Sunday, June 3, 2012

Art Solutions for Odd-Sized Wall Spaces

Paintings solve problems.

Here's my best advice on how art works its magic:

If you have #oddsizedwalls in your home or office, there's a very good chance that:

1. They lack some punch
2. They present a design problem because regular sized art doesn't fit there
3. The distraction of this problem grows every time you walk by

There's a good reason why this odd-wall space issue bothers you: you know instinctively that the space is incomplete without art, but there seems to be no easy solution.

There is a simple solution, and I will show you how.

First, I need to refer you to the blog I wrote earlier about #largeart for large walls. Please read that article after finishing this one to understand my methods on choosing art that suits your style.

You will know where I am coming from for the next steps that I suggest, and hopefully you will see that those #oddshapedwalls will present great opportunity for you to show something that's beautiful AND tells your story.

Step 1. Know the Entire Space You Are Working With

Those odd-shaped walls are that way because they are a piece of a bigger environment. They are providing a function of some kind. Those walls are often next to doors or windows, alcoves or entries, and require unique wall areas to make those features work properly.

You need to be aware of what else you have going on in that overall space and then work from there.

• Do you already have a theme developed in that space?

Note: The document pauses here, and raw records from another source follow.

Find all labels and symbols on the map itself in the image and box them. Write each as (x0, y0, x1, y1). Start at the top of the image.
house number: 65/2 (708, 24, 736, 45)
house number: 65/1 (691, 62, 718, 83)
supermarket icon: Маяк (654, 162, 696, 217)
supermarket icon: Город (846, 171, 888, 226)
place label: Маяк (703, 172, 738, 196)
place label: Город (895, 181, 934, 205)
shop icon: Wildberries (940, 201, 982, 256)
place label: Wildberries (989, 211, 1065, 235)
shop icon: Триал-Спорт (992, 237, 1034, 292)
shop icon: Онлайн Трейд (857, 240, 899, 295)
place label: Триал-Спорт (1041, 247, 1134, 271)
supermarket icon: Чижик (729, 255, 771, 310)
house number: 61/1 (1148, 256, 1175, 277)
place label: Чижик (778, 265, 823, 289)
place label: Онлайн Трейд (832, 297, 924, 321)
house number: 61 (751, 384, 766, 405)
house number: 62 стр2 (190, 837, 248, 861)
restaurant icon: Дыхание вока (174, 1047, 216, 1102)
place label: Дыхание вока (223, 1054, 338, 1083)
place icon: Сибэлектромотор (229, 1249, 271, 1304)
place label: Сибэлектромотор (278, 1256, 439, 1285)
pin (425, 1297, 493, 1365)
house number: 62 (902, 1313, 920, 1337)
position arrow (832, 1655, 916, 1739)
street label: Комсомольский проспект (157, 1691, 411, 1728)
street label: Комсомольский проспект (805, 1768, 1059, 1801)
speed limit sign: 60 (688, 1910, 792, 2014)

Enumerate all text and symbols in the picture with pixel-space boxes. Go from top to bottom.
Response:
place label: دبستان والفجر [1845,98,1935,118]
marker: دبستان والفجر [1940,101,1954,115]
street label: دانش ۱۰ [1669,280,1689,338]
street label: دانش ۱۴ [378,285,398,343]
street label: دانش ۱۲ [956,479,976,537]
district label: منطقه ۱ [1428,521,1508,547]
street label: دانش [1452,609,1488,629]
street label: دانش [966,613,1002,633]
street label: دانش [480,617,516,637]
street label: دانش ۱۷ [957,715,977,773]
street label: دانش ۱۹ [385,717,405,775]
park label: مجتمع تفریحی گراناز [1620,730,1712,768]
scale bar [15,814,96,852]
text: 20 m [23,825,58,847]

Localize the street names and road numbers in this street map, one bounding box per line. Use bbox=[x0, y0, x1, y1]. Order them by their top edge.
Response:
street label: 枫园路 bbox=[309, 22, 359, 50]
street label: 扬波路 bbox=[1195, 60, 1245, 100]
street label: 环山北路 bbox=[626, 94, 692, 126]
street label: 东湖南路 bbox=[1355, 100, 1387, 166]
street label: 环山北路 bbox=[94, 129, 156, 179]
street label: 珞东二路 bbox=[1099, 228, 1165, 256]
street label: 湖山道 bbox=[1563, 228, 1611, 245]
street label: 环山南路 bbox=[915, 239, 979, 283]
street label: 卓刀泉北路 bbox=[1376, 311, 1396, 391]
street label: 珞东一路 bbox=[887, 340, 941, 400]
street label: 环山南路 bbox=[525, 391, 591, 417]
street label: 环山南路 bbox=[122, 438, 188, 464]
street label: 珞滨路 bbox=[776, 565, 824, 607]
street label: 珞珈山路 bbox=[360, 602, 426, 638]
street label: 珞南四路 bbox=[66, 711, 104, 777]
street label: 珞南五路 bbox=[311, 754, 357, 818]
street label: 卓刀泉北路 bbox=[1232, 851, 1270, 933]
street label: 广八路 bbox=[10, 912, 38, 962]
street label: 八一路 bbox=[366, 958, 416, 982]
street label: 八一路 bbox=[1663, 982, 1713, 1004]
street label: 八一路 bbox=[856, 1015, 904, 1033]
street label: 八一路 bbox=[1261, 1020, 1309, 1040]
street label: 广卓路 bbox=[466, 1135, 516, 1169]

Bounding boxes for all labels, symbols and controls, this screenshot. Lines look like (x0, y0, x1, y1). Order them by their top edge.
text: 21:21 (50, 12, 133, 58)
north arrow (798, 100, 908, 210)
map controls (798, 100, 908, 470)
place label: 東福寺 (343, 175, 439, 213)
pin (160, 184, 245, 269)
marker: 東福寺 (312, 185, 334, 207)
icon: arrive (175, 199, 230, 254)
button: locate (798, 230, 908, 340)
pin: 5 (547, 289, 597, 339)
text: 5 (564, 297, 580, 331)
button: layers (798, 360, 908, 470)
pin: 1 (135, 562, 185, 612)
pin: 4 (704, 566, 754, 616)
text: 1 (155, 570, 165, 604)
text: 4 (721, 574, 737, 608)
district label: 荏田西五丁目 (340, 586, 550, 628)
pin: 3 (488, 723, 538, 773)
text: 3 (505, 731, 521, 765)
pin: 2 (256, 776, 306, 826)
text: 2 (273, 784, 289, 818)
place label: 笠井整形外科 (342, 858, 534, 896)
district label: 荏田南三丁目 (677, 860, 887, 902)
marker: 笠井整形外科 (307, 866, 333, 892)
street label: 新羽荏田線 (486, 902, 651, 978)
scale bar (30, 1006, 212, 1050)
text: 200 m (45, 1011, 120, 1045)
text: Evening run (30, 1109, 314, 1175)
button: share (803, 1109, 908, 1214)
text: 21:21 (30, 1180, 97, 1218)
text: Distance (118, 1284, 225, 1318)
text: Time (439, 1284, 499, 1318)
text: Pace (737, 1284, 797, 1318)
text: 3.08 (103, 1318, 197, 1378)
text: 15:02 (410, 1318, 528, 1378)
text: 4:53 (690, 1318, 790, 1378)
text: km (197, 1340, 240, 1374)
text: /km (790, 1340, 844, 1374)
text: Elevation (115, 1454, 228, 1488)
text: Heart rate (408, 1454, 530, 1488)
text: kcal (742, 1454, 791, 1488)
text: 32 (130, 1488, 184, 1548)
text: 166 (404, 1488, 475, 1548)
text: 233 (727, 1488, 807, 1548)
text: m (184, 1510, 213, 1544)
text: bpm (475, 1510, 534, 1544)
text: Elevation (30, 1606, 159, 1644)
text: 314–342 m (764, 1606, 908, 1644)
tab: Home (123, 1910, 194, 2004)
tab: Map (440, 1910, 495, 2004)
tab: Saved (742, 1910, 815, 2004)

• Are there unique angles, shapes, or textures in that space?

It helps a great deal to have a feel for the "big picture" of that space first.

Step 2. Working With Sizes to fit in the Odd-Shaped Wall Space

To do this, you need to get a feel for what sizes will "seat in" comfortably to your eye.

There is an interesting phenomenon in the typography world that has application in the painting-to-wall space world. It might have a name ... I don't know what that is ... but I just know THAT it is.

If you look at a line of text in a headline of a newspaper or even this blog, look for the top and bottom line that's made of evenly-spaced letters and you will notice that the letter 'o' will go above the top line and below the bottom line. That doesn't make sense mathematically. You would expect that the rounded letters would obey the same rules as the other letters ... that they all must confirm to the same line. But they don't and that's because we perceive the lettering for a certain level of comfort in how the type is displayed. We know instinctively that it looks right or not, even if we don't understand the theory of esthetics that explains why we feel the way we do. (By the way, the same phenomenon happens in the spaces between the letters.)

Your wall spaces have a ratio of comfort, too. There is the dimensions top to bottom, side to side, that you have to work with, and then you are placing into that space something that must fit in that wall space comfortably. That can be tough to grasp.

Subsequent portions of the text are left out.